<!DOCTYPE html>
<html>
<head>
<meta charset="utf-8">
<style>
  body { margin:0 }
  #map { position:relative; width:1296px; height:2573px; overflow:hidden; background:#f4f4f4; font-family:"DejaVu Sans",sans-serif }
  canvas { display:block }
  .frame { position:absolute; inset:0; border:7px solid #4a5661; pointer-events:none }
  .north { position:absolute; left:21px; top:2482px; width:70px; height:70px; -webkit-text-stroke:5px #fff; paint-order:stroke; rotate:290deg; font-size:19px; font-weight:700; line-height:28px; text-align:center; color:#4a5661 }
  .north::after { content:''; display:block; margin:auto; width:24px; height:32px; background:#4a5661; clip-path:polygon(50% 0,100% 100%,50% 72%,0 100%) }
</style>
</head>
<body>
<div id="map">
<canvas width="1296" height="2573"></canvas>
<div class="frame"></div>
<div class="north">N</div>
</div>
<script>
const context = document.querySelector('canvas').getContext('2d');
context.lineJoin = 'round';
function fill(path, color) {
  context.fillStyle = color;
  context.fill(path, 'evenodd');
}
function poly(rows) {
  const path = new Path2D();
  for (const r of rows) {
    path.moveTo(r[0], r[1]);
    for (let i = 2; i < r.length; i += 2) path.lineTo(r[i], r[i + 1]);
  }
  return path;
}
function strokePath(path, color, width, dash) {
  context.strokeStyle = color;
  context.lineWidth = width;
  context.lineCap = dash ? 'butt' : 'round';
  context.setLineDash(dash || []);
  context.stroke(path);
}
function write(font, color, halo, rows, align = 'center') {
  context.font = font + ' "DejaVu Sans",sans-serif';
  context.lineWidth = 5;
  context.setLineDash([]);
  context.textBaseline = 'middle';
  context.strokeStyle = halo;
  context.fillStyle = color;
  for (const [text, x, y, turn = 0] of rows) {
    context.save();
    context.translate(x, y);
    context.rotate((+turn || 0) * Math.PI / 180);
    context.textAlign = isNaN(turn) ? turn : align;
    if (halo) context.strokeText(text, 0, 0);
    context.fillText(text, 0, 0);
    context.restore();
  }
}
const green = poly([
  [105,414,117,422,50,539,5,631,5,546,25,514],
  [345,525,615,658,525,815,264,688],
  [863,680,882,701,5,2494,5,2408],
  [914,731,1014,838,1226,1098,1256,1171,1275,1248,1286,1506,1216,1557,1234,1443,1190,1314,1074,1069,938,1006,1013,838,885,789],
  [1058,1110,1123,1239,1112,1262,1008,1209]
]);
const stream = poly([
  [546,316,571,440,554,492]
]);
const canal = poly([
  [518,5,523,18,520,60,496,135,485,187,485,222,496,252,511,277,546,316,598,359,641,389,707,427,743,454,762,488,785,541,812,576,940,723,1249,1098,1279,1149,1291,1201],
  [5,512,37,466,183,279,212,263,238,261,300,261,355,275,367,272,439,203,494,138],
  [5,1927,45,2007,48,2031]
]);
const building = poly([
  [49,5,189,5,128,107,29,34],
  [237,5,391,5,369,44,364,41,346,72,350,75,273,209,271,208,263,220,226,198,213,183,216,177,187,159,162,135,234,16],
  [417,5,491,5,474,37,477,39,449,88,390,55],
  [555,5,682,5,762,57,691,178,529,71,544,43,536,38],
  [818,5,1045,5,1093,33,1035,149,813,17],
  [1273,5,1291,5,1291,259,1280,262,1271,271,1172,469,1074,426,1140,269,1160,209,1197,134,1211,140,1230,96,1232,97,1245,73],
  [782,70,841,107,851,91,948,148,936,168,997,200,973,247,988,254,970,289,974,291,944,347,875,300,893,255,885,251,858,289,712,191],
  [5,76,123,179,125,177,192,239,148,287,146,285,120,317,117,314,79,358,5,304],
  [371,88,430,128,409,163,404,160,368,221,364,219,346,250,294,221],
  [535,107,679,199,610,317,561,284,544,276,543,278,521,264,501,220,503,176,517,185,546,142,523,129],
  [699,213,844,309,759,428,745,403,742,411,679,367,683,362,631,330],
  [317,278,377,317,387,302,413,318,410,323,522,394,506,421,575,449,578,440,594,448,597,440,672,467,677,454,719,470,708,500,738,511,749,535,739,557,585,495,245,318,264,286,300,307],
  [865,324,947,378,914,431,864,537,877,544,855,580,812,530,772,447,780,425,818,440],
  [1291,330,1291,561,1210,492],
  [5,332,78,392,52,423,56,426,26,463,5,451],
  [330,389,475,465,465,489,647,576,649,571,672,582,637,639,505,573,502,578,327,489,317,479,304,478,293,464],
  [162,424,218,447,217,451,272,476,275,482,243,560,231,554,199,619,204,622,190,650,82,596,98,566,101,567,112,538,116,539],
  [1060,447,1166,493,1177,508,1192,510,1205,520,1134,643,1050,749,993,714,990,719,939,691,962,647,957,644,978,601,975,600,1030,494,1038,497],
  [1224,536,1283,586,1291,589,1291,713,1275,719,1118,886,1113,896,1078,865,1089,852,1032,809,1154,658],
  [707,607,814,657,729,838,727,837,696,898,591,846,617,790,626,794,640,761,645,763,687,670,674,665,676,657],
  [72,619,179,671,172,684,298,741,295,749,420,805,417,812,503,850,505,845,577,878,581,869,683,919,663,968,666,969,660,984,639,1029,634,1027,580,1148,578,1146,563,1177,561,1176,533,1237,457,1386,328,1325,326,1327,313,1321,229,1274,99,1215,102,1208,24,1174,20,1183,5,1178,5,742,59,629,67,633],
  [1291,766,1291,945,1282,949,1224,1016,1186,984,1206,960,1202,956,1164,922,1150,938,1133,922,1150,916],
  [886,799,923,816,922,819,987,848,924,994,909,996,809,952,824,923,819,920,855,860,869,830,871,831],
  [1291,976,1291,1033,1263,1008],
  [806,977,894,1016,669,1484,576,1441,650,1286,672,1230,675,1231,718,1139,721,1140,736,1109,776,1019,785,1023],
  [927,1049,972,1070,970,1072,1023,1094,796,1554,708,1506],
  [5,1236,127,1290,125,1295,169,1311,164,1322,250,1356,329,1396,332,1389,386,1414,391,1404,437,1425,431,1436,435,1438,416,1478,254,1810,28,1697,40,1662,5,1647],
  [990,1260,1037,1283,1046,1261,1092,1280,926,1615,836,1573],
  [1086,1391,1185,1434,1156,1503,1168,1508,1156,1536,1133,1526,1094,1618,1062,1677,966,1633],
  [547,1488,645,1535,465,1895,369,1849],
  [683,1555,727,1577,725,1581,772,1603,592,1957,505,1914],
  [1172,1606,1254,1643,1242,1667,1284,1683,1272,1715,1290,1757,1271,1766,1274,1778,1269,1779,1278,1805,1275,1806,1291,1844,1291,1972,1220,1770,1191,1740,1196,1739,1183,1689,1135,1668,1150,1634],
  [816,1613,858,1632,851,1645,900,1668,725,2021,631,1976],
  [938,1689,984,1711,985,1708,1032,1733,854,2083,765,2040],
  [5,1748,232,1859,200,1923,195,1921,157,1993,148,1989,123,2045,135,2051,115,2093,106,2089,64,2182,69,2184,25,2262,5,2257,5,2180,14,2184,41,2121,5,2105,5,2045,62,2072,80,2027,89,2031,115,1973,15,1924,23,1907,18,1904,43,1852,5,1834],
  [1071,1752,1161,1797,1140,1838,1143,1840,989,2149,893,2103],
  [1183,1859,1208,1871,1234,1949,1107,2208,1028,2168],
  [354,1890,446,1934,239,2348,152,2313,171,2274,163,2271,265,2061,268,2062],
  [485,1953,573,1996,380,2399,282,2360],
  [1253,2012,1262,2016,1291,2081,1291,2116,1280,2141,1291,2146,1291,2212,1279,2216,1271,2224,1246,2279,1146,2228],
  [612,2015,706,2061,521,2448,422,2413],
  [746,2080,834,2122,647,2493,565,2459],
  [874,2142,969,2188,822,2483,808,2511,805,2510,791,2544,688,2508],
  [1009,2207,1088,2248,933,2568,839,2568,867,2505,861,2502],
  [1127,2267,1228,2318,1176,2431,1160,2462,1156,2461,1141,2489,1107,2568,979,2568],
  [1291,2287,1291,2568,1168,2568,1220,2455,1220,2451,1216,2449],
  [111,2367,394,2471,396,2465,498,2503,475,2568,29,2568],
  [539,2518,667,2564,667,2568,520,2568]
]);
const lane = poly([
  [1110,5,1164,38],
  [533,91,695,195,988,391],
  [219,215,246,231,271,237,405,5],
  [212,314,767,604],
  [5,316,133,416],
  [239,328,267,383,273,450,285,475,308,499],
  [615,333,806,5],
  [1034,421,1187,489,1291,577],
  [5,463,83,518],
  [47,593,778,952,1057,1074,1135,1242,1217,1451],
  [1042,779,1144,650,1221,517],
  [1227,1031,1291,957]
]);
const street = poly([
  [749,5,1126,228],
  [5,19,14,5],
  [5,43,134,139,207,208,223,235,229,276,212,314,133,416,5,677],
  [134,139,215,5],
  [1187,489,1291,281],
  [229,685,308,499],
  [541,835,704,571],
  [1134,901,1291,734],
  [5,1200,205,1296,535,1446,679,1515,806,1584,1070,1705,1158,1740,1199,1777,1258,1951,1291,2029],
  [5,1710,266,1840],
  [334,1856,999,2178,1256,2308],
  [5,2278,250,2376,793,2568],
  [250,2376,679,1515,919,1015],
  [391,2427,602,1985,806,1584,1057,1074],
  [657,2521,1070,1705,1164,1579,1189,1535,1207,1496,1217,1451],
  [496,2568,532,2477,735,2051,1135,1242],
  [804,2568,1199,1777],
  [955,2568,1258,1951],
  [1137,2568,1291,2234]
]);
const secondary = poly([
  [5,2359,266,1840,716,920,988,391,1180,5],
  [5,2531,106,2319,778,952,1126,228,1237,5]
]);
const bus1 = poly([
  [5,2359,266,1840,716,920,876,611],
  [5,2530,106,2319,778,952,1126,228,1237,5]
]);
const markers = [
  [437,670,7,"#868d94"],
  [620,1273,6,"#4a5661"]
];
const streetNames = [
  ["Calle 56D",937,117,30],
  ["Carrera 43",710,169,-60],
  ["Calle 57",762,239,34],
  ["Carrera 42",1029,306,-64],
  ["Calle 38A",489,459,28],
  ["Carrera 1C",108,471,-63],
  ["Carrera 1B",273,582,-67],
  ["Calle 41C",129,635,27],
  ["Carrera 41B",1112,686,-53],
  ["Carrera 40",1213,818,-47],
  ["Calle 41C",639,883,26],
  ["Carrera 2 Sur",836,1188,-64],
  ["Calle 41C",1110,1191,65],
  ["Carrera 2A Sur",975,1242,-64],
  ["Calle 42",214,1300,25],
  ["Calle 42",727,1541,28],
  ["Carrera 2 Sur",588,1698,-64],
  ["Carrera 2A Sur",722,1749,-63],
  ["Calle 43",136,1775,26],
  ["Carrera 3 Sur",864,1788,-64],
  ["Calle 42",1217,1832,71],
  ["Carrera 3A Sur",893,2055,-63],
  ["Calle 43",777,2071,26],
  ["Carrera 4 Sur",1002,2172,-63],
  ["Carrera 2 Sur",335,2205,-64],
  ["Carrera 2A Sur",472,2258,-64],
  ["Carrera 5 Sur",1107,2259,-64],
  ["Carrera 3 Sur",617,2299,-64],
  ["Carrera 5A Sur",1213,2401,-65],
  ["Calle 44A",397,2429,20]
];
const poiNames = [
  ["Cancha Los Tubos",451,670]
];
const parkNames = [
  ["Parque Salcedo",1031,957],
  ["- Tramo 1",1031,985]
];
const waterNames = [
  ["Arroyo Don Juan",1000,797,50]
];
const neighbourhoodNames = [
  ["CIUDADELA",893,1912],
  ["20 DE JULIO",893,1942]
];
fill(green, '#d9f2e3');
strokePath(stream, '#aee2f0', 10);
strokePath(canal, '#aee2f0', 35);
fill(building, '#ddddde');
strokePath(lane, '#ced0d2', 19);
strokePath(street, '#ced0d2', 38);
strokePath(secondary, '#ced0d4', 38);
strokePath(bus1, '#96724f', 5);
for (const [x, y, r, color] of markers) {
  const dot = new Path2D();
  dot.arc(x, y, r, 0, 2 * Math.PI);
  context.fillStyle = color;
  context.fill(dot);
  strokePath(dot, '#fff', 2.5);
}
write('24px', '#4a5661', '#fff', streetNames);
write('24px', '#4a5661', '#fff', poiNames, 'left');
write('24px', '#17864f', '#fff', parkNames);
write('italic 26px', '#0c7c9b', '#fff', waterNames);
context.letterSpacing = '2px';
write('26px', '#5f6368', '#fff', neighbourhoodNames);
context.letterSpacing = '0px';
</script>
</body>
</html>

_Exercise instructions_. Which of the lines above carry the string "setLineDash"? Copy every one.

_Written response_.
  context.setLineDash(dash || []);
  context.setLineDash([]);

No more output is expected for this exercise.